Work required →
Without the images, write out the entries word for word.

──────────────────────────────

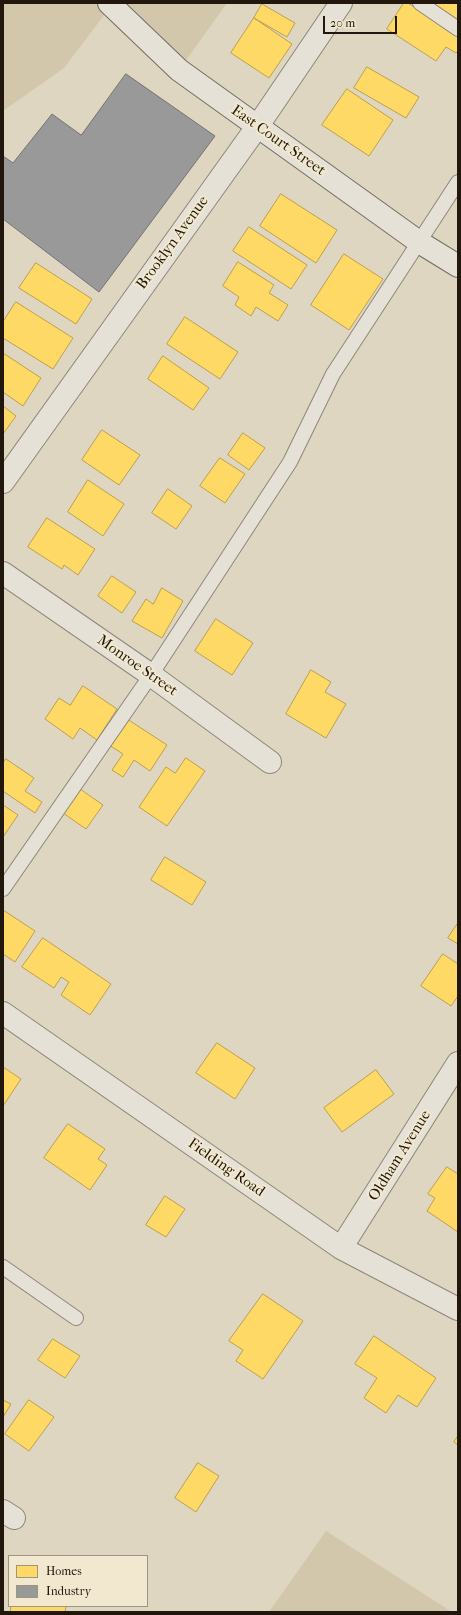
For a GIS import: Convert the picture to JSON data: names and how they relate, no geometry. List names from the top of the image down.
{
  "streets": {
    "street": [
      "East Court Street",
      "Brooklyn Avenue",
      "Monroe Street",
      "Oldham Avenue",
      "Fielding Road"
    ]
  },
  "crossings": [
    ["East Court Street", "Brooklyn Avenue"],
    ["Oldham Avenue", "Fielding Road"]
  ],
  "legend": ["Homes", "Industry"],
  "scale_bar": "20 m"
}
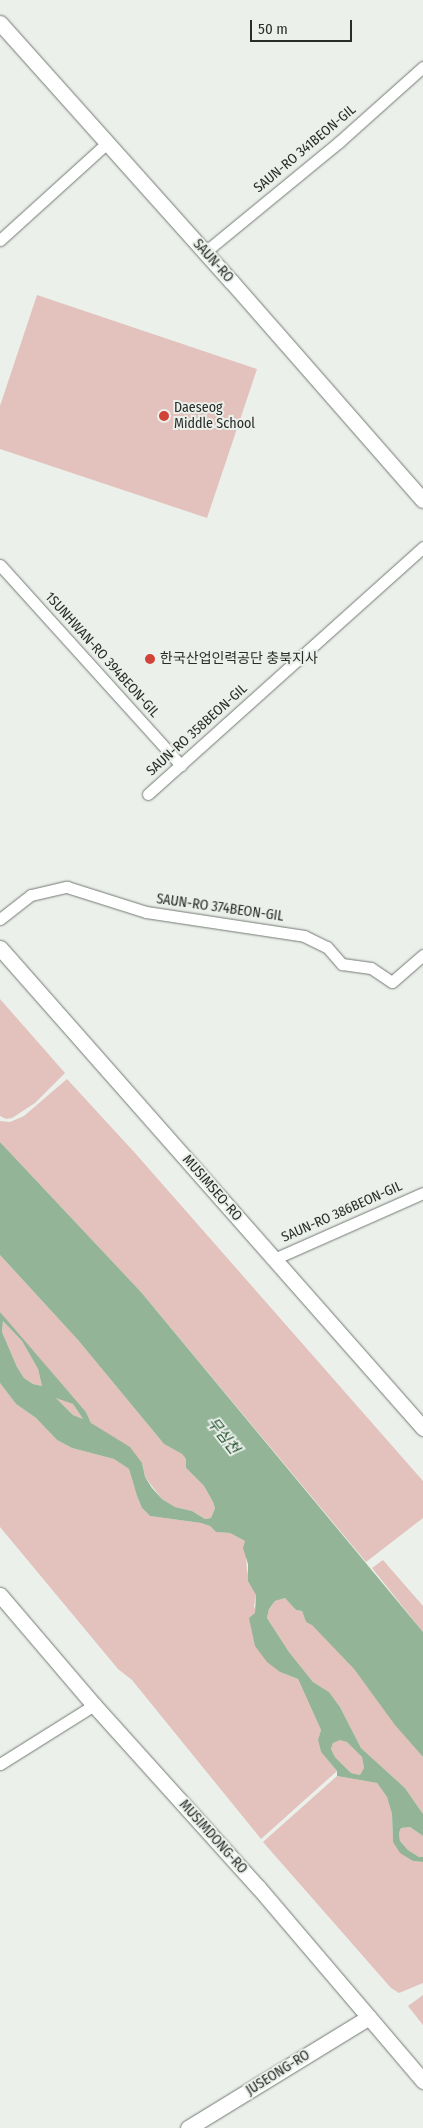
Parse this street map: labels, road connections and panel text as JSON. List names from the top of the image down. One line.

──────────────────────────────

Answer for the task →
For a GIS import: Convert the picture to JSON data: names and how they relate, no geometry. List names from the top of the image down.
{
  "streets": {
    "street": [
      "East Court Street",
      "Brooklyn Avenue",
      "Monroe Street",
      "Oldham Avenue",
      "Fielding Road"
    ]
  },
  "crossings": [
    ["East Court Street", "Brooklyn Avenue"],
    ["Oldham Avenue", "Fielding Road"]
  ],
  "legend": ["Homes", "Industry"],
  "scale_bar": "20 m"
}
Parse this street map: labels, road connections and panel text as JSON. List names from the top of the image down. One line.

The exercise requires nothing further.